More thinking. “Do you promise-”

“Sweetheart, I promise to wait before I talk to Uncle Skip about what you and I, mostly you, figured out, until you are by my side.” That ought to cover it. It took fewer words for many legal procedures.

“Okay,” she said. “I won’t crab anymore.”

She kept her promise through breakfast and even on the short ride to the Rutledge Center.

I was grateful for a cooler day in the forecast as I headed for the library. I much preferred to have all the windows open in my car to using the noisy, windy air conditioner. Maddie, on the other hand, wanted the air conditioner all year long, it seemed. You might have thought she grew up in the Bronx as I did, and hadn’t been cold since leaving the Grand Concourse.

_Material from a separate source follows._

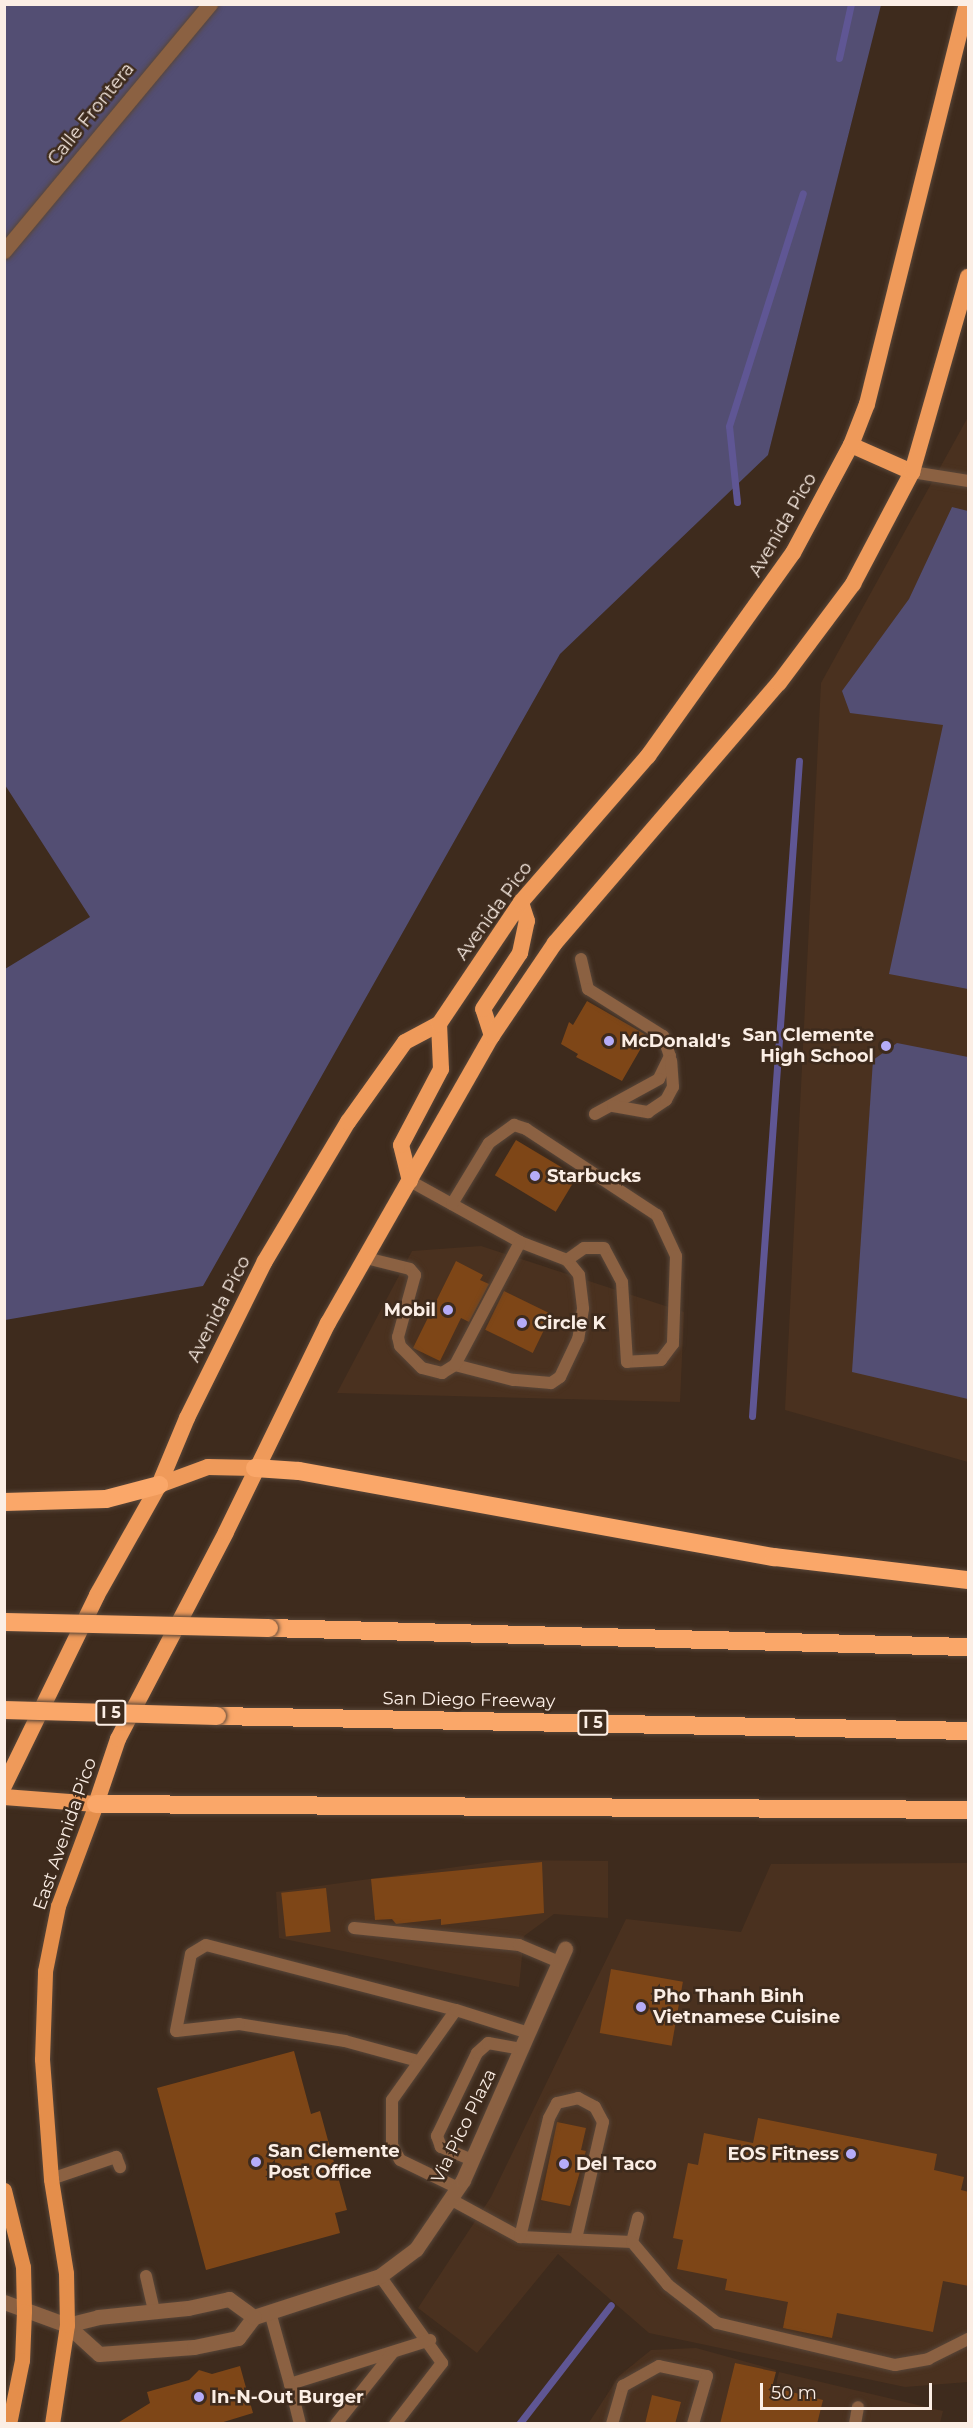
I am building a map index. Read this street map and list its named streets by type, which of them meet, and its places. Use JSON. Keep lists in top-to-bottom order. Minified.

My morning would be taken up with a tutoring session at the library with Lourdes Pino. Otherwise, I’d have bitten my nails to the core waiting for permission from my granddaughter to contact my nephew.

It never took me long to refocus when I met Lourdes Pino. Her enthusiasm and energy for studying was contagious. If she’d been in any of my high school English classes at ALHS, she might have inspired some of the duller students whom I was unable to reach.

Although Lourdes had earned her GED last spring and was ready to start her first year of community college, she asked if we could continue our weekly sessions in the Lincoln Point Library.